Ganahl ist immer auf der Höhe der Zeit, am Puls der Betriebsdebatte. Jetzt auch wieder. In der Galerie Nächst St. Stephan empfiehlt er sich gerade der Documenta 11. Als Parade-Spartenübergreifer zwischen Kunst, Gesellschaft und Politik. Wo Soziologen, Politik- wie Kulturwissenschafter und andere Kunsttheoretiker sich in offenen Plattformen ausführlichst besprechen, da sollte auch er mitreden dürfen. Migration wird eines der großen Themen sein, Kolonialisation ein anderes, die Massenvernichtungen der Vergangenheit und die avancierten Techniken, ähnliche Effekte heute über den geschickten Einsatz von Kapital zu erzielen.

Und damit er gegenüber der schnell voraneilenden Zeit nicht zurückbleibt, hat er noch rechtzeitig ein Projekt realisiert. Der Zufall, schreibt er, hätte ihn 1999 mit einer deutschsprachigen Emigrantin zusammengeführt. Und, betroffen vom eigenen Unwissen über die Schicksale der Nachkriegsgeneration hätte er sich zu interessieren begonnen. Ganahl nutzt hier den Begriff "Mythos" in der beliebt fahrlässigen Anwendung auf alles irrational Faszinierende, um sein vorgeblich naives Interesse an der "verdrängten Nachkriegsgeneration" zu umschreiben.
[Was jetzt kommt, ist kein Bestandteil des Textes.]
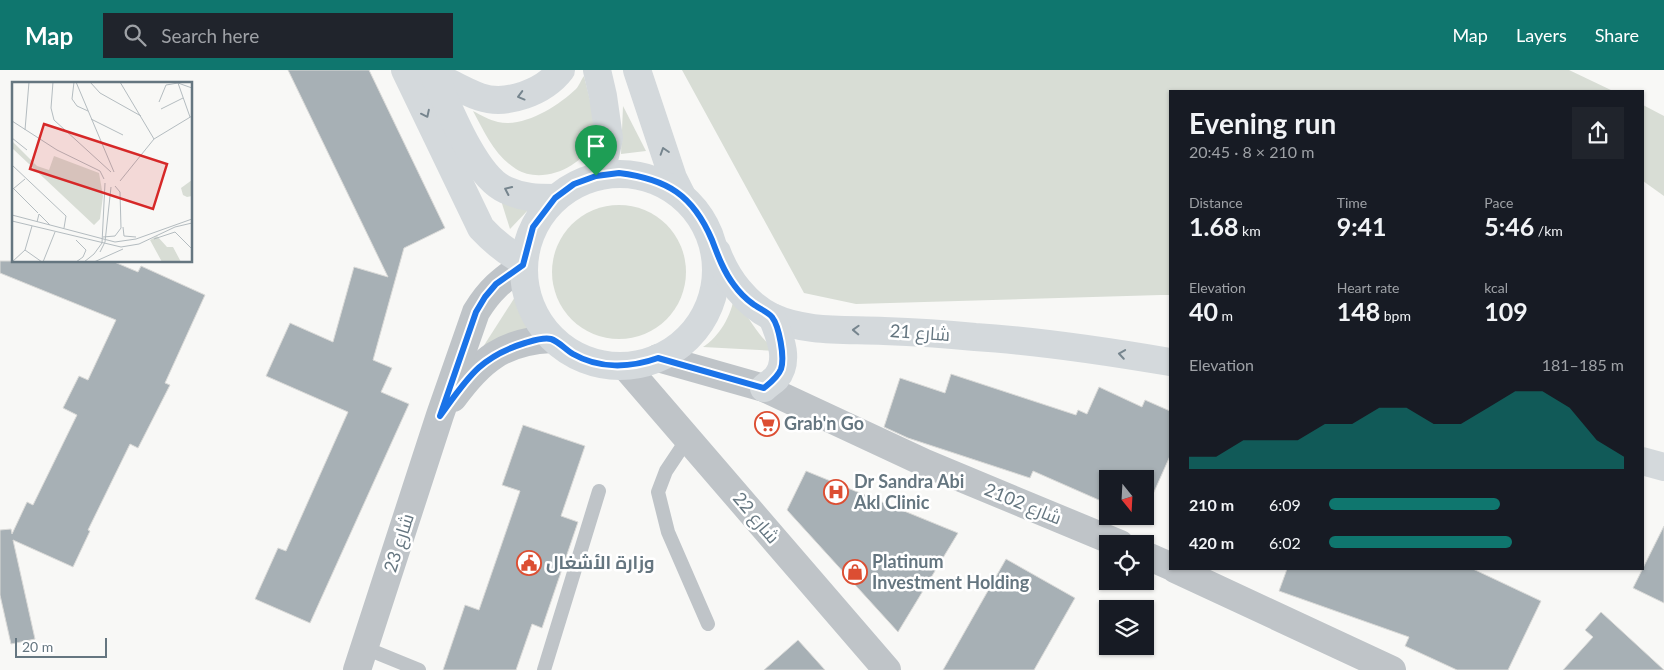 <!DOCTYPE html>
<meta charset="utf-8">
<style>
:root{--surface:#171b24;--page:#20242c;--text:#f1f3f6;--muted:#9ea1a6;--accent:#0f766e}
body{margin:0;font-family:Lato,Cairo,sans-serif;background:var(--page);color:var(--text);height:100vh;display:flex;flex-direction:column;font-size:19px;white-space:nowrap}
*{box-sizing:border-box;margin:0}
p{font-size:16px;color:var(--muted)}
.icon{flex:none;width:28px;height:28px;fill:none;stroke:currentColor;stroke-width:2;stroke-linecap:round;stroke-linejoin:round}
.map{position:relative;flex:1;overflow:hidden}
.details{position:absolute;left:1169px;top:20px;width:475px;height:480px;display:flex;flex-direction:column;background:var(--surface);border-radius:0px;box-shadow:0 1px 4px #0004}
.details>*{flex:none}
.needle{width:32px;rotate:162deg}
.buttons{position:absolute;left:1099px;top:400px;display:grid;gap:10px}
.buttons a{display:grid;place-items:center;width:55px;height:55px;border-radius:0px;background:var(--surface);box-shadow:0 1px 4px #0004;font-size:25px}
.scale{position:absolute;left:15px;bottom:12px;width:92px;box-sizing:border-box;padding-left:5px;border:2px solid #657680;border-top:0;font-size:14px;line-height:18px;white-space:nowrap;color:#657680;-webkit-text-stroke:4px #fff;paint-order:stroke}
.pin{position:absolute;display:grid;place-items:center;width:42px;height:42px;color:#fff;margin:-51px -21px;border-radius:50% 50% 50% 0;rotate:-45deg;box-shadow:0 0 5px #0007}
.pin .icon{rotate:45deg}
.round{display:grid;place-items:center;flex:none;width:52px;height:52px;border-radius:0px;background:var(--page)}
.overview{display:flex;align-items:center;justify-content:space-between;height:85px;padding:0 20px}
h1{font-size:28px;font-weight:700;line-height:38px}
.metrics{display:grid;grid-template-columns:repeat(3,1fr);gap:8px;height:85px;padding:5px 20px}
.metrics div{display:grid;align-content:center}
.metrics b{font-size:25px;font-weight:700}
.metrics small{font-size:14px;font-weight:400}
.metrics p{font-size:14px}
.chart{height:140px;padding:10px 20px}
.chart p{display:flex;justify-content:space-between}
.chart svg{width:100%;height:90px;margin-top:5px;fill:var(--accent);opacity:.7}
ul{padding:0 20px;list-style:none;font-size:16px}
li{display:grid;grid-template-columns:80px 60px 1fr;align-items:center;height:38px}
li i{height:12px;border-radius:6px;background:var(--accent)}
header{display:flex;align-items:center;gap:30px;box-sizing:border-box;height:70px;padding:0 25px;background:var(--accent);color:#fff}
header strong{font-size:24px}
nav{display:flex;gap:28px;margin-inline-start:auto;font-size:18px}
.search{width:350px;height:45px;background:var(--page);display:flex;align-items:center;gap:12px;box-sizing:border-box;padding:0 18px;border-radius:0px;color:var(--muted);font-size:19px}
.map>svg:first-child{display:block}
.green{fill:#d8ddd5}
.building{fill:#a7b0b5;stroke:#dadad8}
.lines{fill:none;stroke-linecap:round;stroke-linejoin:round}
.service{stroke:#bfc4c8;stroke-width:14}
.minor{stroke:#bfc4c8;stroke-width:28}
.tertiary{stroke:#bfc4c8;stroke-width:28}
.secondary{stroke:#d4d9dc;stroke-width:28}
.motorway{stroke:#d4d9dc;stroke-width:28}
.oneway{stroke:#76858e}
.route-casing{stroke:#fff;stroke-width:10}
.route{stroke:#1a73e8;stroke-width:6}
.labels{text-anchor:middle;stroke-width:5;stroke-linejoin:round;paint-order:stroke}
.street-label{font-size:18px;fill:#657680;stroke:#fff}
.poi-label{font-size:18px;font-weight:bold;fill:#657680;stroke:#fff;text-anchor:start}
.inset-road{fill:none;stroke:#b4bcc0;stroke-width:1}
.view{fill:#d62828;fill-opacity:0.15;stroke:#d62828;stroke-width:2.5}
.inset-edge{fill:none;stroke:#657680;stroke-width:2.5}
</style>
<header>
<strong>Map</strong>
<div class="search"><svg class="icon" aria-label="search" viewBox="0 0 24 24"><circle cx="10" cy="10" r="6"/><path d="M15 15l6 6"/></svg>Search here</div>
<nav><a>Map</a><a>Layers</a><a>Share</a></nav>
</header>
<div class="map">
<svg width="1664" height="600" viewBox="0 0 1664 600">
<rect width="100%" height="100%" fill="#f8f8f6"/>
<g class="green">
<path d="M682,0h887l44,21h-443v204h-9l-305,9 -52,-11z"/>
<path d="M584,6c4,17 14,48 9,64 -10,28 -52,45 -77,29 -22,-14 -31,-36 -43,-58 8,4 16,9 25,11 26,6 60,-16 78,-33 3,-3 5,-9 8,-13z"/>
<path d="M1643,35l21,11v80l-21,-15z"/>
<path d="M623,36l23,45 -25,3z"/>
<path d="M498,121l33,16 -21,22z"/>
<circle cx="619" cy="202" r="67"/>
<path d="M734,226c14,19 23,41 43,55l-74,-4c16,-10 29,-32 31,-51z"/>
<path d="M515,227l16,33 -50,20z"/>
</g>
<g class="building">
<path d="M288,0h81l76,158 -41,20 -31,112 19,8 -11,24 28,12 -99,219 -55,-24 23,-51 8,3 62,-139 -82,-36 24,-53 43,19 21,-75 34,10z"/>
<path d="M0,191h112l26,11 3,-6 64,29 -40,88 5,2 -32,63 -8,-4 -42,86 2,1 -17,36 -60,-27 22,99 -24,5 -11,-49v-65l11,-1 1,5 15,-32 6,3 44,-90 -14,-7 16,-32 9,4 28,-60 -116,-47z"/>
<path d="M951,304l125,41 2,-5 9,4 12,-27 43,20 3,-7 25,11v45l-25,56v-33h-37v25l-75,-33 -3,7 -122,-40 -24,-11 16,-49 45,15z"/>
<path d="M523,355l62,21 -24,70 17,6 -36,106 -10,-4 -16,46h-73l22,-65 14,5 41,-119 -18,-6z"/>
<path d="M806,401l152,62 -60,99 -111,-122z"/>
<path d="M1664,456v77l-31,-15z"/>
<path d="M1006,489l69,39 -41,72h-91z"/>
<path d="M1287,499h186l68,32 -33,69h-51l-52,-24 4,-9 -130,-46z"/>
<path d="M1601,542l63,58h-101l30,-33 -8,-7z"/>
<path d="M798,570l27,30h-61z"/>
</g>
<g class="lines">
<g class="service">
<path d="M688,368l-22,33 -8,21 10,40 40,92"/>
<path d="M365,578l54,22"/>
<path d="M544,600l55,-179"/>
</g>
<g class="minor">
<path d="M658,288l106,30 161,75 195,81"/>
<path d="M625,296l262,304"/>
<path d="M1145,485l25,11"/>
<path d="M1175,499l217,101"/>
</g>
<g class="tertiary">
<path d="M453,328c27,-37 50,-57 99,-59"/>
<path d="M357,600l83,-255 36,-103c14,-23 25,-31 47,-47"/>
</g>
<g class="secondary">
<path d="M637,0l36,108 9,18"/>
<path d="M434,5c15,7 31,17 46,22 27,9 64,-5 81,-27"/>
<circle cx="620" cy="200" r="96"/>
<path d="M596,106l9,-20 4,-18 -6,-42 -6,-26"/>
<path d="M717,182c10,27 29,52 55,65 34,16 75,12 112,14 30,1 61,3 91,6 65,4 130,14 195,25"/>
<path d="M764,318c3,-3 8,-6 12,-10 15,-18 3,-43 -4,-61"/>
<path d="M1642,391l22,6"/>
</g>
<g class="motorway">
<path d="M405,0l76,158c13,14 25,24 42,33"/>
<path d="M432,0c14,31 42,107 74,120 18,8 30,8 49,8"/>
</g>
</g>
<defs><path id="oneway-chevron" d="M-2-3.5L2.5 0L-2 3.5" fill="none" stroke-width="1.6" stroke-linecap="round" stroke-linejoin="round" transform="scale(1.25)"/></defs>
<g class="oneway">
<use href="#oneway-chevron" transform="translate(521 26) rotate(165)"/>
<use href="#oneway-chevron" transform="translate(426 44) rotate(64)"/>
<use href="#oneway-chevron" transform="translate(664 81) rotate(-108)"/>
<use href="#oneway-chevron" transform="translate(508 120) rotate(-155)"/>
<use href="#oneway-chevron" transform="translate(856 260) rotate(-178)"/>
<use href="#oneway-chevron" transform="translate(1122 284) rotate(-171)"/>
</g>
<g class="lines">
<defs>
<path id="route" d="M619,103c48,6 74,22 93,67 6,16 12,32 22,45 5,7 12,14 19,19 5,4 15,8 19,13 7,9 13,40 9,52 -3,8 -11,14 -17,19l-106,-30c-28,10 -59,11 -85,-4 -7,-4 -15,-13 -22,-15 -8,-2 -19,2 -26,4 -46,14 -58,36 -85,73l36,-104 9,-15 11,-13 27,-19 10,-38 22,-29 19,-14 22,-8z"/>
</defs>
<use href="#route" class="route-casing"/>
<use href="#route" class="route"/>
</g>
<defs>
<symbol id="supermarket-ring" viewBox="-11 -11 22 22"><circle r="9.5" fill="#fff" stroke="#dc4e32" stroke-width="1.5"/><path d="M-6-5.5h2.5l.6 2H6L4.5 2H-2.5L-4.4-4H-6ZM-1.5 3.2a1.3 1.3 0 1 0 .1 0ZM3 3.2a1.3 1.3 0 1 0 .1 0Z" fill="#dc4e32"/></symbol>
<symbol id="hospital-ring" viewBox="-11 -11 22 22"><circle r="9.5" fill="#fff" stroke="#dc4e32" stroke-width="1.5"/><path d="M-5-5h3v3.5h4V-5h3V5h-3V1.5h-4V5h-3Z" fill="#dc4e32"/></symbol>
<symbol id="civic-ring" viewBox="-11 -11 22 22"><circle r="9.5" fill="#fff" stroke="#dc4e32" stroke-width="1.5"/><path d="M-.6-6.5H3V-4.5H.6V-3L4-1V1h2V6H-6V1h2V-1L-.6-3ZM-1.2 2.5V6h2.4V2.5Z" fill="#dc4e32"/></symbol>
<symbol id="shop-ring" viewBox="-11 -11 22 22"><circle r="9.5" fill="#fff" stroke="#dc4e32" stroke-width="1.5"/><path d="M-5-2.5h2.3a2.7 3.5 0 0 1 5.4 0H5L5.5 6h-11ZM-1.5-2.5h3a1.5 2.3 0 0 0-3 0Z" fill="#dc4e32"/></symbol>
</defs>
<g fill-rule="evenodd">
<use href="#supermarket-ring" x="753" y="340" width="28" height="28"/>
<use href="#hospital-ring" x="822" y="408" width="28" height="28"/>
<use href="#civic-ring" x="515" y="479" width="28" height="28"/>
<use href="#shop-ring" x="841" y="488" width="28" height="28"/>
</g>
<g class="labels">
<g class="street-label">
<text transform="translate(920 263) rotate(4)" y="6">شارع 21</text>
<text transform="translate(1023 434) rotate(22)" y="6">شارع 2102</text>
<text transform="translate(756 448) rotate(50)" y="6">شارع 22</text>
<text transform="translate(399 473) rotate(-72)" y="6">شارع 23</text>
</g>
<g class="poi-label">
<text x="784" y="360">Grab'n Go</text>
<text x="854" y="418">Dr Sandra Abi<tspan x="854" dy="21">Akl Clinic</tspan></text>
<text x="872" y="498">Platinum<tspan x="872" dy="21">Investment Holding</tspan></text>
<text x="546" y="499">وزارة الأشغال</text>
</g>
</g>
<g transform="translate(12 12)">
<rect width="180" height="180" fill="#f8f8f6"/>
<path d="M0,59l25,25 12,4 5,-14 45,17 4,23 -3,23 -6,6 -82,-77zM180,98v16l-5,1 -4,-2 -2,-7zM145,154l10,11h6l8,15h-19l-12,-22z" fill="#d8ddd5"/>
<path class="inset-road" d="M41,0l-2,26 3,12 57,52M62,0l-2,17 5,7 11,5M64,0l38,90M78,0l10,11 41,23M108,0l34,57M166,1l12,34M147,20l7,-17 12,-2 14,5M149,27l22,-11M79,37l32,16M0,39l45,29 43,21 4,8M13,48l4,-48M0,56l15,12M0,83l54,51 -2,12M108,99l34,-42 38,-23M0,105l26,26M1,107l12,-10M0,133l103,27 21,-3 56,-20M0,139l109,26 18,-3 36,-17 17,-4M25,140l2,-8 11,11M111,145l1,9 12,1M91,155l12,-1 6,-8 -1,-36 -5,-6M142,157l21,-7 17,17M64,158l10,10 -3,7 -7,5M13,168l17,12M88,170l5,-10 6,-55M0,180l13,-12 7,-24M31,180l12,-30M72,180l10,-8 8,-11 3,-60M82,180l29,-13"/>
<path class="view" d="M32,42l123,40 -14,45 -123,-40z"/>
<rect width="180" height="180" class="inset-edge"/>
</g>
</svg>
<div class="buttons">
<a><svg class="needle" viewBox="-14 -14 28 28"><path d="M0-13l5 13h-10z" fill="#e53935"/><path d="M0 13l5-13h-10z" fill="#9ea1a6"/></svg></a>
<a><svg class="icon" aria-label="locate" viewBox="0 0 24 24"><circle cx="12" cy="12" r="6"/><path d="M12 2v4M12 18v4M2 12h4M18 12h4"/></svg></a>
<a><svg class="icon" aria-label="layers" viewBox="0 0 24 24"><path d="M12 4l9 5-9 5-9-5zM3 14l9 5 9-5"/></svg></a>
</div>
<div class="scale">20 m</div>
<div class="pin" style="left:596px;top:106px;background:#1e9e55"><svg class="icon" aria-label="arrive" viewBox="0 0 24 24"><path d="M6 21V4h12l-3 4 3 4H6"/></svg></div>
<section class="details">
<div class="overview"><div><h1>Evening run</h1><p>20:45 · 8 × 210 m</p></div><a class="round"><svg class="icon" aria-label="share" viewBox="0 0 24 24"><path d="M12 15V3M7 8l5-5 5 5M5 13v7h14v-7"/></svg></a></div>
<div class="metrics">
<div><p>Distance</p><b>1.68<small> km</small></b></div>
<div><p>Time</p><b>9:41</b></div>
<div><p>Pace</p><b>5:46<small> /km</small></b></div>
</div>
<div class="metrics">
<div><p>Elevation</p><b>40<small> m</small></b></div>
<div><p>Heart rate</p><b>148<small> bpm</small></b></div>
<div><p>kcal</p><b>109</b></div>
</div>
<div class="chart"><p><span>Elevation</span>181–185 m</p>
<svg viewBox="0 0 160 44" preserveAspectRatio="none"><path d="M0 44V38L10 38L20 30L30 30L40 30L50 22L60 22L70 14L80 14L90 22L100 22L110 14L120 6L130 6L140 14L150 30L160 38V44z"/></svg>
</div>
<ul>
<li><b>210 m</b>6:09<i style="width:58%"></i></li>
<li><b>420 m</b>6:02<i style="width:62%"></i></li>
</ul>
</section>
</div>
Rasch waren neun Originalemigranten gefunden und bereit, vor Ganahls Kamera "freie" Gespräche zu führen, ja selbst "die Wahl der Sprache ist frei - lehnen doch einige Leute es ab, Deutsch zu sprechen". Damit sie sonst nicht auch noch irgendetwas ablehnen, hat Ganahl erst gar nicht zielgerichtet nachgefragt: eher rhetorisch, um den Gesprächen Länge zu geben. Oder auch ungeschminkt unvorbereitet: Der Verleger Fritz Molden, von dem die Autorin Stella K. Hershan als für sie wesentliche Verbindung zum Nachkriegsösterreich berichtete, war ihm offensichtlich neu.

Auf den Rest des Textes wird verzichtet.